Start of DATA SUPPLIED
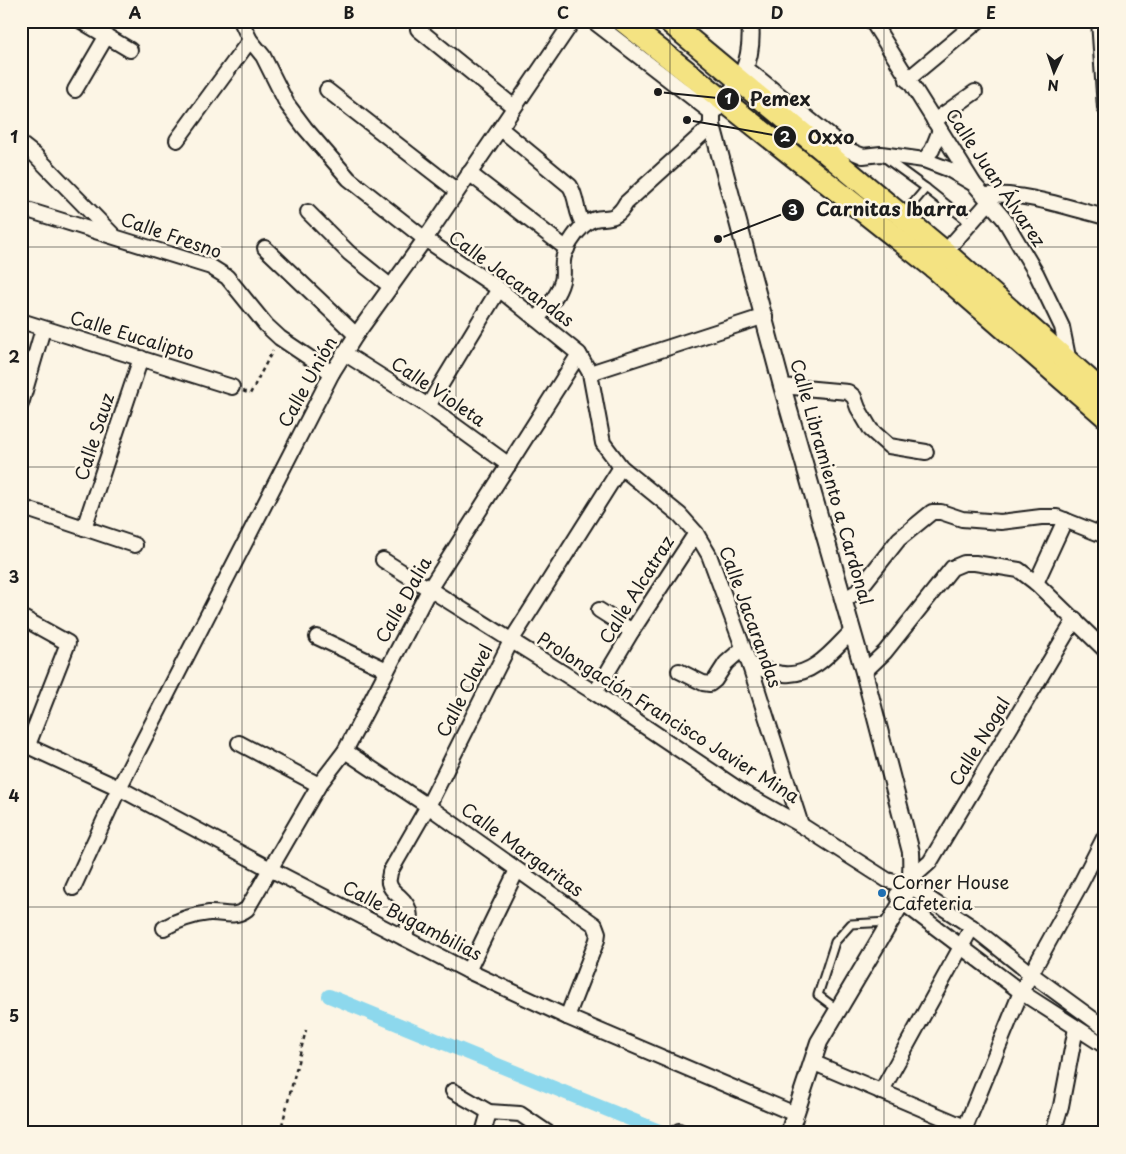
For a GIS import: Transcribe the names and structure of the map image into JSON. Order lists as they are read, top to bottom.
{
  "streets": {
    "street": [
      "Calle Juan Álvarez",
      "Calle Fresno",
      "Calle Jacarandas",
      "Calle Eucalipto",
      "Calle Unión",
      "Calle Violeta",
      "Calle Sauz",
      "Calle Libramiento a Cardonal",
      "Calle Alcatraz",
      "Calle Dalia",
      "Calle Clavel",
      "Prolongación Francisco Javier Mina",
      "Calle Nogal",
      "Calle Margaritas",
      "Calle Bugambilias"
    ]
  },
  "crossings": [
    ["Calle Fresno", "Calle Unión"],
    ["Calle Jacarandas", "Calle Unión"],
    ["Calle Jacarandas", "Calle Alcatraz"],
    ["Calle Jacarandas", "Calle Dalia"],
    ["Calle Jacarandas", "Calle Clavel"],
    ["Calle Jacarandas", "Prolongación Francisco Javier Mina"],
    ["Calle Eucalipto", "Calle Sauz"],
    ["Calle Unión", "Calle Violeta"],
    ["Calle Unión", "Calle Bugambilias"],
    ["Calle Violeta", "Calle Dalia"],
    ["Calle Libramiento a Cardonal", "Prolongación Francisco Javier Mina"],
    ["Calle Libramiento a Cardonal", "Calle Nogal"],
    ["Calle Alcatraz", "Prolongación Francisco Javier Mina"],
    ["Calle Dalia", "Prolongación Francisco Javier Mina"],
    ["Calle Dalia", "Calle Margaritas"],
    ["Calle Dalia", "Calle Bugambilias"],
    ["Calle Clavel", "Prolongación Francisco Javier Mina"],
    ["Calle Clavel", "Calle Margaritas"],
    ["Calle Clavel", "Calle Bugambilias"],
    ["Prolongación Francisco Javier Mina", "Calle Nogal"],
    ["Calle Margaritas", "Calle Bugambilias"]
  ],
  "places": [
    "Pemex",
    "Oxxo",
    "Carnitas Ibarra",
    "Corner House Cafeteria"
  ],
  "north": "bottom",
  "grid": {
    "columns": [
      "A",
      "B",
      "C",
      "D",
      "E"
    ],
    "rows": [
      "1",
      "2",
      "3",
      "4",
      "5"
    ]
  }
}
End of DATA SUPPLIED
-- WORK ORDER --
Please write out all the entries above again exactly as they appear, skipping any images.

-- RESULT OF THIS TASK --
For a GIS import: Transcribe the names and structure of the map image into JSON. Order lists as they are read, top to bottom.
{
  "streets": {
    "street": [
      "Calle Juan Álvarez",
      "Calle Fresno",
      "Calle Jacarandas",
      "Calle Eucalipto",
      "Calle Unión",
      "Calle Violeta",
      "Calle Sauz",
      "Calle Libramiento a Cardonal",
      "Calle Alcatraz",
      "Calle Dalia",
      "Calle Clavel",
      "Prolongación Francisco Javier Mina",
      "Calle Nogal",
      "Calle Margaritas",
      "Calle Bugambilias"
    ]
  },
  "crossings": [
    ["Calle Fresno", "Calle Unión"],
    ["Calle Jacarandas", "Calle Unión"],
    ["Calle Jacarandas", "Calle Alcatraz"],
    ["Calle Jacarandas", "Calle Dalia"],
    ["Calle Jacarandas", "Calle Clavel"],
    ["Calle Jacarandas", "Prolongación Francisco Javier Mina"],
    ["Calle Eucalipto", "Calle Sauz"],
    ["Calle Unión", "Calle Violeta"],
    ["Calle Unión", "Calle Bugambilias"],
    ["Calle Violeta", "Calle Dalia"],
    ["Calle Libramiento a Cardonal", "Prolongación Francisco Javier Mina"],
    ["Calle Libramiento a Cardonal", "Calle Nogal"],
    ["Calle Alcatraz", "Prolongación Francisco Javier Mina"],
    ["Calle Dalia", "Prolongación Francisco Javier Mina"],
    ["Calle Dalia", "Calle Margaritas"],
    ["Calle Dalia", "Calle Bugambilias"],
    ["Calle Clavel", "Prolongación Francisco Javier Mina"],
    ["Calle Clavel", "Calle Margaritas"],
    ["Calle Clavel", "Calle Bugambilias"],
    ["Prolongación Francisco Javier Mina", "Calle Nogal"],
    ["Calle Margaritas", "Calle Bugambilias"]
  ],
  "places": [
    "Pemex",
    "Oxxo",
    "Carnitas Ibarra",
    "Corner House Cafeteria"
  ],
  "north": "bottom",
  "grid": {
    "columns": [
      "A",
      "B",
      "C",
      "D",
      "E"
    ],
    "rows": [
      "1",
      "2",
      "3",
      "4",
      "5"
    ]
  }
}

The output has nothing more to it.